Elizabethan costume in the House of Commons

Expanding on the hat theme, coming across a reference from the parliamentary journal of Hayward Townshend at the beginning of the sixteenth century provoked a search through the History of Parliament Online for accounts of how people dressed in Parliament. The reference is from the end of his Journal of the 1601 Parliament, when he noted down

“Memorandum: that over the seats in the Parliament House are certain holes, some two inches square, in the walls, in which were placed posts to uphold a scaffold round about the House for them to sit on which used the wearing of great breeches stuffed with hair, like greate woolsacks; which fashion beinge left, in the parliament holden VIII Elizabeth the scaffolds were thus pulled down, and never since set up, neither was the fashion ever since used. Thus all the old Parliament men affirmed, talking one day together in the House before the Speaker came.” (Proceedings in the Parliaments of Elizabeth I, ed. T. E. Hartley, III (1593-1601), 493).

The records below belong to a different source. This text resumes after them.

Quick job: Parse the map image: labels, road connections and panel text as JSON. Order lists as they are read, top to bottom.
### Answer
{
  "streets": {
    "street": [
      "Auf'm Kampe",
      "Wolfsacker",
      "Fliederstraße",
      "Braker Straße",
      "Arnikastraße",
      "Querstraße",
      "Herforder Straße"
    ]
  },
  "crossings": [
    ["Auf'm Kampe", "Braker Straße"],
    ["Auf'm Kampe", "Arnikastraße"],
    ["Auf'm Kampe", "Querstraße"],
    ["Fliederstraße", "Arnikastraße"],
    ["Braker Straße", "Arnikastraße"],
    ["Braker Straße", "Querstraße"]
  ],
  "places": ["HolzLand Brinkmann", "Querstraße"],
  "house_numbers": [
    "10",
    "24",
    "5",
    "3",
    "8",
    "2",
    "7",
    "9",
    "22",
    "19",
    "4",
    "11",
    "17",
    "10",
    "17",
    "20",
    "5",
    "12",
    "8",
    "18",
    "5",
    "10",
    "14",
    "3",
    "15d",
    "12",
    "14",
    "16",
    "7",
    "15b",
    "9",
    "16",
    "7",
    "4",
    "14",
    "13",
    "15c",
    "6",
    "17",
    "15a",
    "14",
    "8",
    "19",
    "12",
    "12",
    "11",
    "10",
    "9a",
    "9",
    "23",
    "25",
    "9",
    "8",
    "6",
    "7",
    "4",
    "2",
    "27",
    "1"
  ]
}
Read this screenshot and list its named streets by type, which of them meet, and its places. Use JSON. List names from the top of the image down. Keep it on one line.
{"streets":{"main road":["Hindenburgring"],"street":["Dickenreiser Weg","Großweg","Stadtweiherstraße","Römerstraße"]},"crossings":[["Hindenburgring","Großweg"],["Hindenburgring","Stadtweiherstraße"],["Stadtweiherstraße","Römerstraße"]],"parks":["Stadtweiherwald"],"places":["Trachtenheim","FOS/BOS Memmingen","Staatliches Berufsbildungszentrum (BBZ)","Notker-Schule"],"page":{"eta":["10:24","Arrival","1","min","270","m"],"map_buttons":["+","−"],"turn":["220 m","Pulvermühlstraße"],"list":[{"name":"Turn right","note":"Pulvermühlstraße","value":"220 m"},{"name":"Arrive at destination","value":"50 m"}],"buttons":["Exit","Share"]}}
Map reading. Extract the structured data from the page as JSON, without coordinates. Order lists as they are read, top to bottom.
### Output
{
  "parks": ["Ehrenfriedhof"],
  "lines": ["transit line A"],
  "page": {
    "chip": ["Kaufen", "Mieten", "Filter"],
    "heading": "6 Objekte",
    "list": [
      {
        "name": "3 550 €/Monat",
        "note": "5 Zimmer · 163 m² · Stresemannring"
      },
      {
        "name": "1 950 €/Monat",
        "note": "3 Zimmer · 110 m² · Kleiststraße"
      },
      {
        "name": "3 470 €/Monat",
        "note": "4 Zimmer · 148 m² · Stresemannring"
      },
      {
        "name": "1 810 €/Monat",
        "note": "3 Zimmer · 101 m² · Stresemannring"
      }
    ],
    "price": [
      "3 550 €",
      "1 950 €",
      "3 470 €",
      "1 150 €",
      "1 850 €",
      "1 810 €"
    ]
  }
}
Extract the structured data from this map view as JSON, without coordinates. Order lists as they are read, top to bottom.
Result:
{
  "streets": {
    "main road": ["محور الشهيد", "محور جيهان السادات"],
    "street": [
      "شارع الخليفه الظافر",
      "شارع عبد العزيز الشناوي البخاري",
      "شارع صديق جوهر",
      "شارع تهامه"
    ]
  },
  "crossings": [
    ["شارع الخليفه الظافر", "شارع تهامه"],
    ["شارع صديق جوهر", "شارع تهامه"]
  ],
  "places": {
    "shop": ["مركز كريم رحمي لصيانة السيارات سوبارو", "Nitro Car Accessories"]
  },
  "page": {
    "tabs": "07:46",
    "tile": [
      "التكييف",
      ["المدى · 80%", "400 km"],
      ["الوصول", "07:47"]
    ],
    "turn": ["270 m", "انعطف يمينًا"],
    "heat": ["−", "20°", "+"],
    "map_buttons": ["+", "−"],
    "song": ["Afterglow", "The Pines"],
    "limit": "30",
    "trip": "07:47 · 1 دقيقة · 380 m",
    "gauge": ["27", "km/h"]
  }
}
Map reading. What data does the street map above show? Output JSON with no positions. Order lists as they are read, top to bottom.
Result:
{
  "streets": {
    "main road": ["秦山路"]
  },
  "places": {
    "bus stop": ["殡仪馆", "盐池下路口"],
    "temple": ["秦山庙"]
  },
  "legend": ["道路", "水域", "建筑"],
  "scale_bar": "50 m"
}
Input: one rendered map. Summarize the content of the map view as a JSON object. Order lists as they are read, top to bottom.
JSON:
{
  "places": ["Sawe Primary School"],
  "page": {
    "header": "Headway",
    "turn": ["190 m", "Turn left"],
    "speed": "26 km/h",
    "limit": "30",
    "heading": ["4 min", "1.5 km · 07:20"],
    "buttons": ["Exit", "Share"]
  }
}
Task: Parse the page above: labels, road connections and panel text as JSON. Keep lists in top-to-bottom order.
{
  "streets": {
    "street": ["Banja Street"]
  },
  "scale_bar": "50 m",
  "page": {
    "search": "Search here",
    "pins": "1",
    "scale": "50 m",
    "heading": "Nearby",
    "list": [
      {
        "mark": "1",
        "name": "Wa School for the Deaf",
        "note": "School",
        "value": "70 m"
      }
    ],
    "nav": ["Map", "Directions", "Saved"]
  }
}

The Parliament of 8 Elizabeth presumably means the second session of the second Parliament of Elizabeth I, i.e, 1567. There are several interesting things about this passage. The first is the creation of the first (if temporary) gallery in the House of Commons chamber in St Stephen’s Chapel: the building had only been occupied by the Commons for around twenty years by 1567. The second is the way in which Townshend describes an institutional memory of Parliament being passed down from older members to newer ones while the House was otherwise unoccupied – a fascinating glimpse of the less formal ways in which an institution is being built. And the third is the extraordinary impact of a fleeting fashion on the provision of seating in the House. What does Townshend mean by stuffed breeches, exactly? Perhaps the hose seen in this portrait of  Sir Richard Grenville/Greville (MP for Cornwall in 1571) or this one, of Sir Philip Sidney; but these images come from the 1570s, after the time at which Townshend suggests the fashion had died out. Any suggestions welcomed.